COLLECTED DATA:

▬▬▬▬▬▬

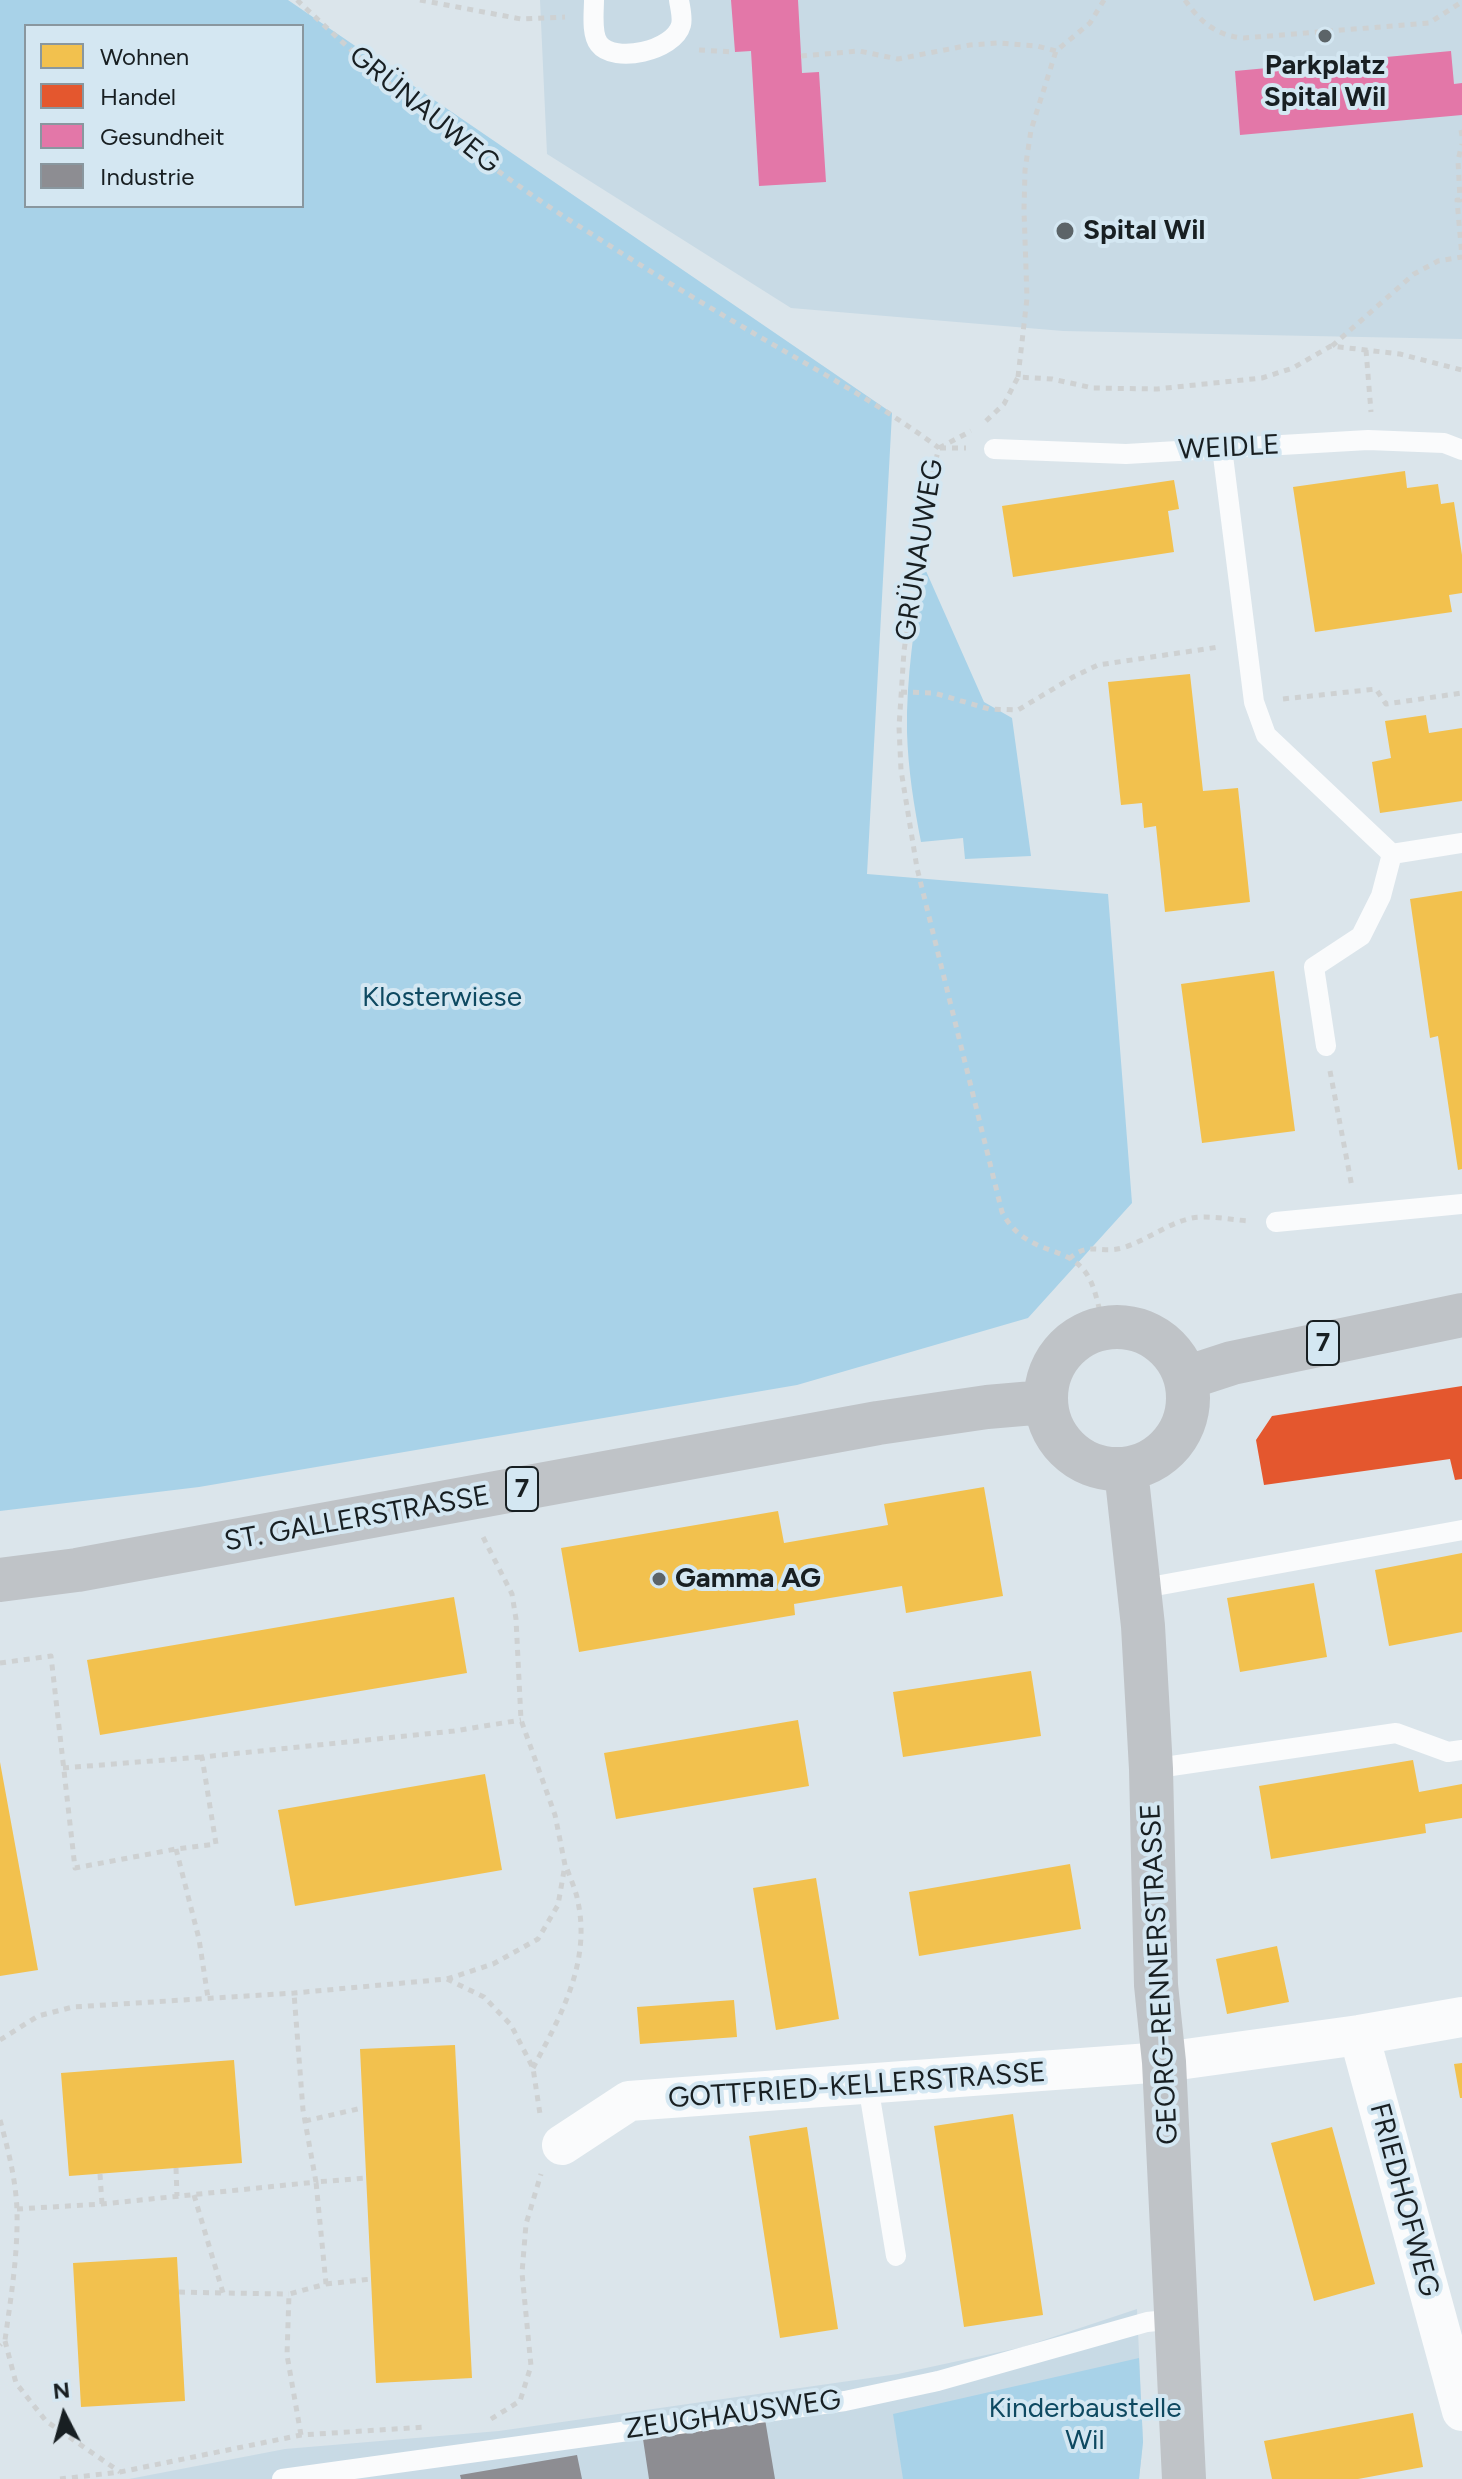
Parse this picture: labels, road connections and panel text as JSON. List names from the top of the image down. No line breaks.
{"streets":{"main road":["7","ST. GALLERSTRASSE","GEORG-RENNERSTRASSE"],"street":["GOTTFRIED-KELLERSTRASSE","FRIEDHOFWEG"],"lane":["WEIDLE","ZEUGHAUSWEG"],"path":["GRÜNAUWEG"]},"crossings":[["GRÜNAUWEG","7"],["GRÜNAUWEG","ST. GALLERSTRASSE"],["GRÜNAUWEG","GEORG-RENNERSTRASSE"],["7","ST. GALLERSTRASSE"],["7","GEORG-RENNERSTRASSE"],["ST. GALLERSTRASSE","GEORG-RENNERSTRASSE"],["GEORG-RENNERSTRASSE","GOTTFRIED-KELLERSTRASSE"],["GEORG-RENNERSTRASSE","ZEUGHAUSWEG"],["GOTTFRIED-KELLERSTRASSE","FRIEDHOFWEG"]],"parks":["Klosterwiese","Kinderbaustelle Wil"],"places":["Parkplatz Spital Wil","Spital Wil","Gamma AG"],"legend":["Wohnen","Handel","Gesundheit","Industrie"],"north":"top"}
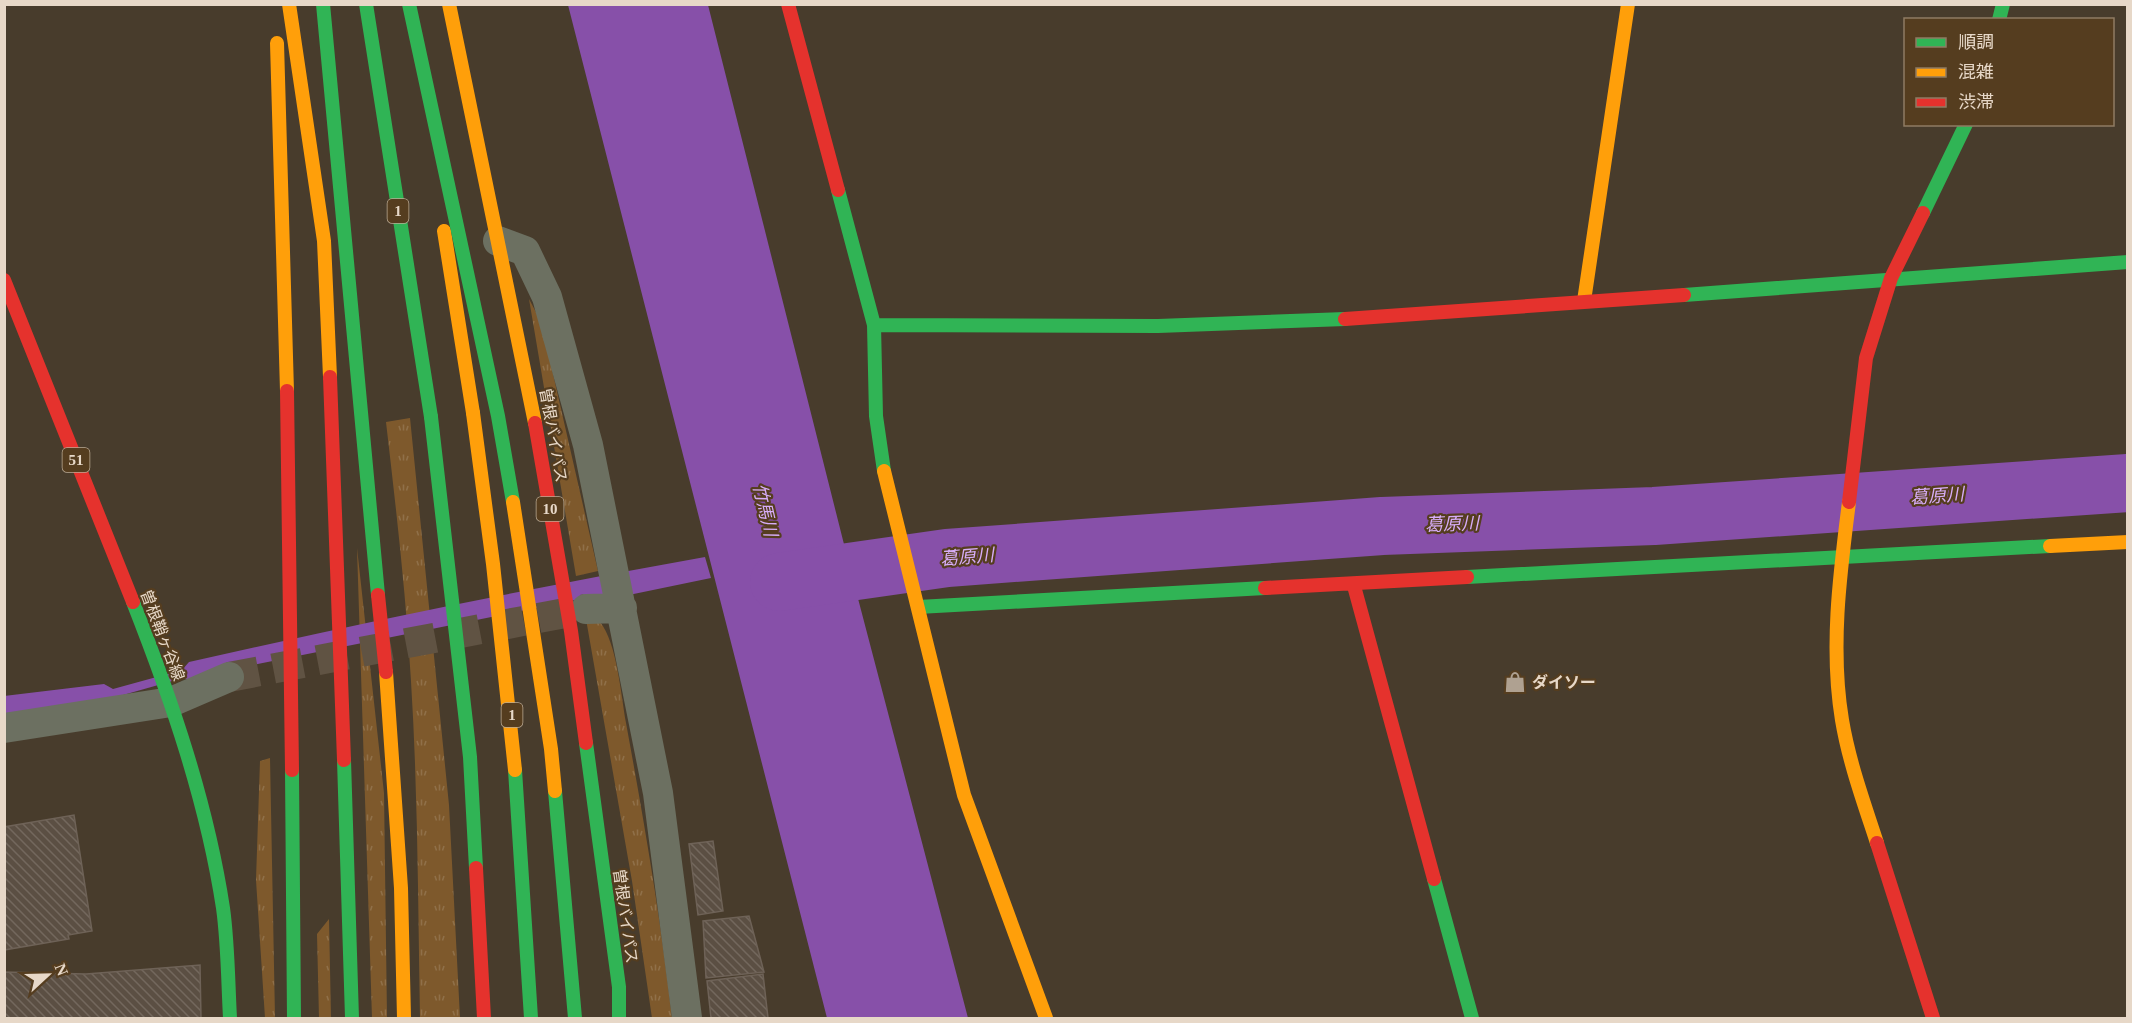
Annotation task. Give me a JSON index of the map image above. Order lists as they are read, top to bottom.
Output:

▬▬▬▬▬▬

WHAT TO PRODUCE: With pictures excluded, the material is to be written out exactly as given.

ANSWER BOX:
Parse this picture: labels, road connections and panel text as JSON. List names from the top of the image down. No line breaks.
{"streets":{"main road":["7","ST. GALLERSTRASSE","GEORG-RENNERSTRASSE"],"street":["GOTTFRIED-KELLERSTRASSE","FRIEDHOFWEG"],"lane":["WEIDLE","ZEUGHAUSWEG"],"path":["GRÜNAUWEG"]},"crossings":[["GRÜNAUWEG","7"],["GRÜNAUWEG","ST. GALLERSTRASSE"],["GRÜNAUWEG","GEORG-RENNERSTRASSE"],["7","ST. GALLERSTRASSE"],["7","GEORG-RENNERSTRASSE"],["ST. GALLERSTRASSE","GEORG-RENNERSTRASSE"],["GEORG-RENNERSTRASSE","GOTTFRIED-KELLERSTRASSE"],["GEORG-RENNERSTRASSE","ZEUGHAUSWEG"],["GOTTFRIED-KELLERSTRASSE","FRIEDHOFWEG"]],"parks":["Klosterwiese","Kinderbaustelle Wil"],"places":["Parkplatz Spital Wil","Spital Wil","Gamma AG"],"legend":["Wohnen","Handel","Gesundheit","Industrie"],"north":"top"}
Annotation task. Give me a JSON index of the map image above. Order lists as they are read, top to bottom.
Output:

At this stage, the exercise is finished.